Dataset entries
>>>
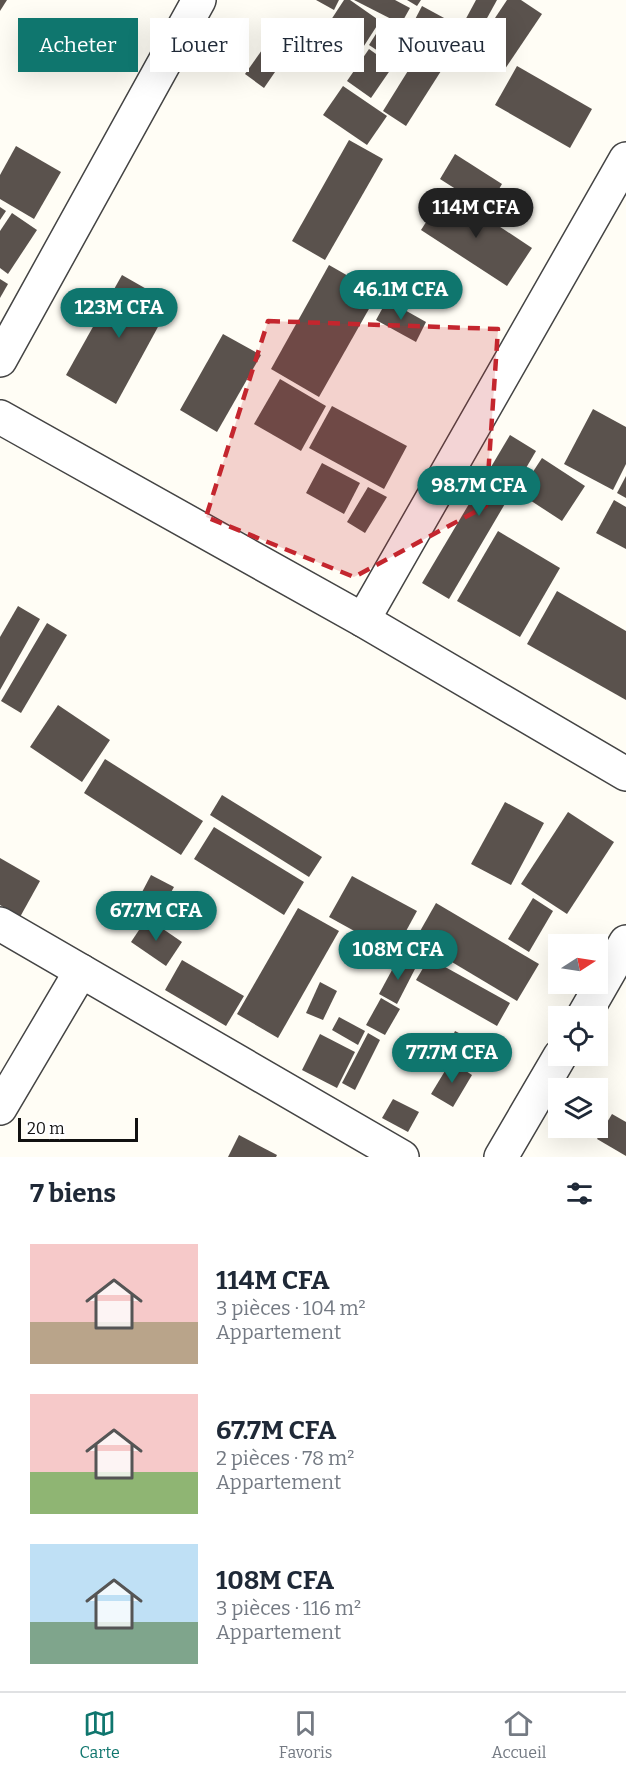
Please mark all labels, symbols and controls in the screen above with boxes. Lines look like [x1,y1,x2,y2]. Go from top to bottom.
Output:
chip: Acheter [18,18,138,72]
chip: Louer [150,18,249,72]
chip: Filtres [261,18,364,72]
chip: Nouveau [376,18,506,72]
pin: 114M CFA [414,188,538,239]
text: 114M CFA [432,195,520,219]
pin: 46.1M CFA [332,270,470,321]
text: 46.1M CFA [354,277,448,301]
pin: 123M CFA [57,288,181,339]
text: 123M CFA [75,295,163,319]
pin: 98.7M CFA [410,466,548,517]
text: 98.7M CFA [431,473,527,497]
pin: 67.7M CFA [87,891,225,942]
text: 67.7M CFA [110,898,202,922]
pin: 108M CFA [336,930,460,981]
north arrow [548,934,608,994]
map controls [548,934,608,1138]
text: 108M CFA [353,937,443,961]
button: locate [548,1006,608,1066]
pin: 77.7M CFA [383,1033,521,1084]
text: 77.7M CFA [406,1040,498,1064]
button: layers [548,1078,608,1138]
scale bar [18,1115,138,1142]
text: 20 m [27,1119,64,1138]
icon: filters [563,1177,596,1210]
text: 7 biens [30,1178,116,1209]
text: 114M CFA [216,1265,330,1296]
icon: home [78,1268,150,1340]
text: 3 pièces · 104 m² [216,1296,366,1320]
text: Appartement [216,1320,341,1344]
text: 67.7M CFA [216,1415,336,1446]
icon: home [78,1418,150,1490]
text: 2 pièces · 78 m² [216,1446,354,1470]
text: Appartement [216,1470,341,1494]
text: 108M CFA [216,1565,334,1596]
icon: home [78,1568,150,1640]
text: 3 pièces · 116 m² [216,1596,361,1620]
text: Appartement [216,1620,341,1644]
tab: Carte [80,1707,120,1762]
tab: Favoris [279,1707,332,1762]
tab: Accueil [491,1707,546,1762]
<<<
# [About this task]
Within the records, filter for lines that contain the word "home" and show each one.

# [Written answer]
icon: home [78,1268,150,1340]
icon: home [78,1418,150,1490]
icon: home [78,1568,150,1640]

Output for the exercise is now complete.